If you have been in the area for any amount of time, the chances you will have heard the name Gellatly are quite high. There is the Gellatly Nut Farm, Gellatly Heritage Park, the Gellatly Bay Waterfront and even Gellatly Road!
The Gellatlys are a pioneer family that played a crucial role in the development and success of agriculture and shipping produce in the Okanagan. In 1883, David Erskine Gellatly and Eliza Ure married in Scotland and had a child named David. Not long after, they emigrated to Ontario.
After having two more children in Ontario and not much luck with farming in the harsh winter conditions, David and Eliza made the decision to move West across the country to British Columbia. They first settled in Vernon, where David took up work as a carpenter. After two years, the family heard that some farmland in what is now known as Fintry (at the time Shorts Point) was for rent. It wasn’t long before the family moved across the lake and began planting produce.
They first grew potatoes and tomatoes. David Gellatly was the first man to ship a carload of potatoes out of the Okanagan Valley. His potatoes were of such quality that he gained the name “Potato King of the Okanagan.”
As some time passed, the Gellatlys knew they wanted to buy land, however, they could not buy the land at Fintry. David searched around the Okanagan for farmland that would be suitable for farming, which is how he found Powers Flat in the area now known as the Gellatly Waterfront and Heritage Park. At this time, David and Eliza had nine children. In order to move to Westbank, Eliza took the children by boat while David herded the livestock along the old Fur Brigade Trail.
Powers Flat was challenging land to farm as it was practically untouched save for a small log cabin.
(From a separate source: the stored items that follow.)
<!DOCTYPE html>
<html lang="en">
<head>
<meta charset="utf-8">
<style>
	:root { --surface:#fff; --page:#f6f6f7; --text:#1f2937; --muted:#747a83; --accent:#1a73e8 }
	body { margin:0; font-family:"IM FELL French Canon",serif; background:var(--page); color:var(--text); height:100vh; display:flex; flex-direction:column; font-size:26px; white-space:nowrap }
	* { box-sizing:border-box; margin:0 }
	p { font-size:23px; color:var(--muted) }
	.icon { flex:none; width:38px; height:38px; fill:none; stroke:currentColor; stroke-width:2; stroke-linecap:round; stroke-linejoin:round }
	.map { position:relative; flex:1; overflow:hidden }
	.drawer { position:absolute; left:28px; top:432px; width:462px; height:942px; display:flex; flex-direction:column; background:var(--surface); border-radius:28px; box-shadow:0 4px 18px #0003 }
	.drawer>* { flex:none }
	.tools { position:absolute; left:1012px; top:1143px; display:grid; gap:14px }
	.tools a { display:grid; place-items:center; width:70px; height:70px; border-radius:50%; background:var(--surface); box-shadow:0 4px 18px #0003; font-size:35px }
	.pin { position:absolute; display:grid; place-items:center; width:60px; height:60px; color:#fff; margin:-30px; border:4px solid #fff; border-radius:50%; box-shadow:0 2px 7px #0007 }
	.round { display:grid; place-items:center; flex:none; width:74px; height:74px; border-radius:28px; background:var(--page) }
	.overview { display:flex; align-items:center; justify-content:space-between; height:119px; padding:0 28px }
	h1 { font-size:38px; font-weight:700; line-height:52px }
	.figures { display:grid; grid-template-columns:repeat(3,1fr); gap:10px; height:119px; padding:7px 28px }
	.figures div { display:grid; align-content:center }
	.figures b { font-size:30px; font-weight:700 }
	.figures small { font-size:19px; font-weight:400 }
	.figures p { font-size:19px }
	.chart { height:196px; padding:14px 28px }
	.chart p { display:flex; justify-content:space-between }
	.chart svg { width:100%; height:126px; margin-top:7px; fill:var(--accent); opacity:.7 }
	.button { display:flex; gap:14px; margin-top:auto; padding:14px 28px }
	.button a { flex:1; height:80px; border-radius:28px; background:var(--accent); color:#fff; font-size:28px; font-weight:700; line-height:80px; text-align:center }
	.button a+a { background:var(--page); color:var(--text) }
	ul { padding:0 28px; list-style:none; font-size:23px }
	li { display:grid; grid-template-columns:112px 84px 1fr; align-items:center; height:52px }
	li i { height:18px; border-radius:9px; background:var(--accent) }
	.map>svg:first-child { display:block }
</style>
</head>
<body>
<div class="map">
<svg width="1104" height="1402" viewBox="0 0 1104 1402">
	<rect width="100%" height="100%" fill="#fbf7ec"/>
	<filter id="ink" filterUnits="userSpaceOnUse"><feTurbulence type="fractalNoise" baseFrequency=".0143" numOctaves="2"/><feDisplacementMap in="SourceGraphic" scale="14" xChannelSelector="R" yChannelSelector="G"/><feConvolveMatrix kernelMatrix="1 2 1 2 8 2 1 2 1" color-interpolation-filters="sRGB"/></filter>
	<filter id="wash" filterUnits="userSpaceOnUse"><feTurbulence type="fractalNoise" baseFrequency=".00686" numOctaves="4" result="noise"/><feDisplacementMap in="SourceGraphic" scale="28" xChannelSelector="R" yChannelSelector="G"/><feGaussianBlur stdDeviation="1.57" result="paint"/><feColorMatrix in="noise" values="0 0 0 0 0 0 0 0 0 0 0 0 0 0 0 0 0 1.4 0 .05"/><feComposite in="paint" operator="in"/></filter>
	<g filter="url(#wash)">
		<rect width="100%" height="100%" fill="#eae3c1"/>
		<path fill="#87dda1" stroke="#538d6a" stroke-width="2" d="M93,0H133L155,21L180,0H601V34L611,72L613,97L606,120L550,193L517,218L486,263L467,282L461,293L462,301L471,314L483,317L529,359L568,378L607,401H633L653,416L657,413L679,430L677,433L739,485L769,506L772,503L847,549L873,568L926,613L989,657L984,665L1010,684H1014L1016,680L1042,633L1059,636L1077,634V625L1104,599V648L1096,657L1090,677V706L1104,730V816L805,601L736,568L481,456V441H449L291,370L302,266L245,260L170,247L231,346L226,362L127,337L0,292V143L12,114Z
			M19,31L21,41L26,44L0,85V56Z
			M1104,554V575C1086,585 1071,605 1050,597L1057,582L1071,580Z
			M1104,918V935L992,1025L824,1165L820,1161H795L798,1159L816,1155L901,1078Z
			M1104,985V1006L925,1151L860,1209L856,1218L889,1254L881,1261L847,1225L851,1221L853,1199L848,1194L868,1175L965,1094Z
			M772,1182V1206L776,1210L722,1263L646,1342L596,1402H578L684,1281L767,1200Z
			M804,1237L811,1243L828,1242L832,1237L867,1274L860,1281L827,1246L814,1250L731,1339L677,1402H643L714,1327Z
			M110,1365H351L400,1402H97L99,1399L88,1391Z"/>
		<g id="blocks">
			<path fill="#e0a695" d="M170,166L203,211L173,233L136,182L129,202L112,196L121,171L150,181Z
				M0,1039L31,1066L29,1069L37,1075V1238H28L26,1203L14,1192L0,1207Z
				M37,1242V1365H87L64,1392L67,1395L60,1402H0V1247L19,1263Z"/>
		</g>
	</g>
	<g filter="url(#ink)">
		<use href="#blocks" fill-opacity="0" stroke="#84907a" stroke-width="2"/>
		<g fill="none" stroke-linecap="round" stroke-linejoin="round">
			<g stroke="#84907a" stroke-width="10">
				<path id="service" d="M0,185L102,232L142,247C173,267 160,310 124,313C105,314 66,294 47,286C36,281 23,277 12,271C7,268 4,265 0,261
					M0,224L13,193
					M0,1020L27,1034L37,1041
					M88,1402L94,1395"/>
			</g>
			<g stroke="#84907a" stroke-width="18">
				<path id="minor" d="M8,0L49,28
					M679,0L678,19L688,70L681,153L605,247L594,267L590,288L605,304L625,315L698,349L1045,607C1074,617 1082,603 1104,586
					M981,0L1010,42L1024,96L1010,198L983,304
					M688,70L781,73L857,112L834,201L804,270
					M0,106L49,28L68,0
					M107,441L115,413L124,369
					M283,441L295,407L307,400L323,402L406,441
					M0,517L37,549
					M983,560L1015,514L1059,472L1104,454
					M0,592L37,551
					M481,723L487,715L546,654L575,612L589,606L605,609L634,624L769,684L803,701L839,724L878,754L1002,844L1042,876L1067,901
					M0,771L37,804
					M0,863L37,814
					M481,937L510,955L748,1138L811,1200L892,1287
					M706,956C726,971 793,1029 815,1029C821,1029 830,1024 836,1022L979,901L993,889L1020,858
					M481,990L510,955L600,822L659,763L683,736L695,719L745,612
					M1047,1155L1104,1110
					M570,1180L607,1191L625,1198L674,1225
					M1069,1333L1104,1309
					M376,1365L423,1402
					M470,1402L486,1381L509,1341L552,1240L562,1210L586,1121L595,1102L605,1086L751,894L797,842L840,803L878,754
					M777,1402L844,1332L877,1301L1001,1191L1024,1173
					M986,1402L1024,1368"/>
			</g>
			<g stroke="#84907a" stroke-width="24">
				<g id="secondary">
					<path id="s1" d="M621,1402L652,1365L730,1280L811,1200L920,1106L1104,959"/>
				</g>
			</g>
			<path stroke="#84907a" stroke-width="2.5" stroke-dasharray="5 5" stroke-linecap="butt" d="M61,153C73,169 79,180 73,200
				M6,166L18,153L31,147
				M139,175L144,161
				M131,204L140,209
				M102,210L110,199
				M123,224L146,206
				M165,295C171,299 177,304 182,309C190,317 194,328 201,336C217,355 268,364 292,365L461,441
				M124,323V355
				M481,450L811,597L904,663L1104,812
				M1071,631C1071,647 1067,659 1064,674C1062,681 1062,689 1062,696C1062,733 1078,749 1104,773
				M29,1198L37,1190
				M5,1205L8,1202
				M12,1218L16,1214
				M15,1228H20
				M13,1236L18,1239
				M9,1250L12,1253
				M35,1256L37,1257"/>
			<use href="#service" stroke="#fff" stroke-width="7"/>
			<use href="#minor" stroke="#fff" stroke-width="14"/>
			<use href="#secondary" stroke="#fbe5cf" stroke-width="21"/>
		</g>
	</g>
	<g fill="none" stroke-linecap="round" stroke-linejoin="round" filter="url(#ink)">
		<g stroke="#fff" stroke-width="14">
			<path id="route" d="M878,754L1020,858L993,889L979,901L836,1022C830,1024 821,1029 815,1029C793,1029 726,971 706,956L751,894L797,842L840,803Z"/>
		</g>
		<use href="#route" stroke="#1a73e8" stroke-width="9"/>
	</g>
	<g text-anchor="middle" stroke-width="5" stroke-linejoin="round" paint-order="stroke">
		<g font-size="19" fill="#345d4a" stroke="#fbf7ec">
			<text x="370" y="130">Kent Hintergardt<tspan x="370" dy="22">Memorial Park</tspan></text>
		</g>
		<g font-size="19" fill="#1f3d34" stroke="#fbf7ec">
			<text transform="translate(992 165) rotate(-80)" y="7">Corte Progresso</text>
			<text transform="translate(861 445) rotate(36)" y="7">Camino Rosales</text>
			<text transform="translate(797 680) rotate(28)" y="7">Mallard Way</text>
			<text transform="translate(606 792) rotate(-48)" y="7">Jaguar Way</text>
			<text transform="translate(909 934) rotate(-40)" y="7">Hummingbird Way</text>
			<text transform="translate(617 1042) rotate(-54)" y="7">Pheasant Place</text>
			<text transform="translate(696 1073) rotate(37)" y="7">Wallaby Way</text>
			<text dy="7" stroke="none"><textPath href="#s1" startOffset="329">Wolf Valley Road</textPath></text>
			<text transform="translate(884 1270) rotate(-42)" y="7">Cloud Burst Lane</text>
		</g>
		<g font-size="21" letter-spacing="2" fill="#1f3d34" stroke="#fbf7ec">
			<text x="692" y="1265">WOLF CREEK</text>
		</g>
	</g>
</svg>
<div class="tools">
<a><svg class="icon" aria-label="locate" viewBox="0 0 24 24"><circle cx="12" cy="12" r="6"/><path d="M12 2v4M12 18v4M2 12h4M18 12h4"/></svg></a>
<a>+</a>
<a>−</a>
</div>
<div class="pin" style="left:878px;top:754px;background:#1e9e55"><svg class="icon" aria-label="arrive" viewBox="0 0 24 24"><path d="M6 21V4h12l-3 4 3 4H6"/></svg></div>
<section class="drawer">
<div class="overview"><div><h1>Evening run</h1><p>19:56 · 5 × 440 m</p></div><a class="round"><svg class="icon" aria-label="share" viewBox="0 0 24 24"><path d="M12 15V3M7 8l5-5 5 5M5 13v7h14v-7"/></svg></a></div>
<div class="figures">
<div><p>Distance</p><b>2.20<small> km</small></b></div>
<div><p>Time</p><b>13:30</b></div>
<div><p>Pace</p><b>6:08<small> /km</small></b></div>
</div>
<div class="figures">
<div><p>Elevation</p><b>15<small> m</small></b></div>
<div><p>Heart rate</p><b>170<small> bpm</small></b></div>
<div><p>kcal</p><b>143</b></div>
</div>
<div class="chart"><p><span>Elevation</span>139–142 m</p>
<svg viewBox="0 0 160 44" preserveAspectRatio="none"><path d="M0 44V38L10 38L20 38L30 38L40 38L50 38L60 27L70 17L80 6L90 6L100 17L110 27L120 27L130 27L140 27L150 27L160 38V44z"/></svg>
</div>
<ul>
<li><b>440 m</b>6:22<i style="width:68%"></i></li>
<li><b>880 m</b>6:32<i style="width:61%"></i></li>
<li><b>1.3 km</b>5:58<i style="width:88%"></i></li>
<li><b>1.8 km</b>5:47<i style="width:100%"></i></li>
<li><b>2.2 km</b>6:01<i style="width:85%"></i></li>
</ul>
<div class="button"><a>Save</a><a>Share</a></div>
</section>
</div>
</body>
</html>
Clearing the land of its natural growth would take some time as it had to be completed fully through manual labour. But this challenge was no match for the Gellatlys, and by 1903 enough land was cleared to start planting fruit trees
David began building a small greenhouse on the property in order to grow all kinds of produce. He ordered the glass to be shipped to Westbank all the way from England. When the greenhouse was finally built and ready to work inside, a strong windstorm hit the valley. After the storm, there was only shattered glass where the greenhouse once stood. Luckily, this didn’t stop David Gellatly from starting reconstruction right away and putting an order out for another shipment of glass. After one more year’s work, the greenhouse was up and running.
This greenhouse allowed the Gellatlys to grow and experiment with many other varieties of produce. Some notably successful crops included onions and tomatoes. It is through this work that David Gellatly also earned the title “Tomato King of the Okanagan”. Mr. Gellatly was now both the Tomato and Potato King!
The Gellatly’s farming business became so successful that they constructed a packing house as well as a box assembly building and even a wharf so the Canadian Pacific Railway could accept shipments directly from the Gellatly’s property – a feat which conjured much back and forth between David and the CPR. The property was even home to the Gellatly Post Office, which was one of the first post offices in the area.
In 1919, tragedy hit the Gellatly family. A fire raged across the property, destroying all the production buildings on the farm and even the wharf. The most awful part was that David had to delay renewing his insurance only three days prior to when the fire struck. This caused the tension and arguments between David and the CPR to escalate. This stress may have contributed to David’s early death in 1922 only a few short years after the devastating fire.
Despite the tragedy, nothing seemed to slow down the Gellatlys. Inspired by their father and surrounded by agriculture their whole lives, David and Jack Gellatly gained a keen interest in nut farming. David planted the first trees, while Jack travelled across the U.S.A. and British Columbia, learning of the different varieties of nut trees that held promise for success in the Okanagan Valley. Upon his return, Jack combed the whole Okanagan Valley to learn what species grew here naturally.
Jack Gellatly operated the only nursery in Canada specializing in nut stock! Many referred to him as the “Apostle of Nut Growing in Canada.” Jack bought stocks from all over the world, everywhere from Japan to Europe in order to experiment. Some of his nuts even won prizes in continent-wide competitions.
Today, the Gellatly Nut Farm and Gellatly Regional Park are Heritage Sites. In the fall, you can participate in the nut harvest and watch the nuts fall off the trees and roll to the ground, in the winter you can see the snow falling delicately on the branches. In the summer and spring, you can enjoy the green park and shaded trees for a stroll or a picnic.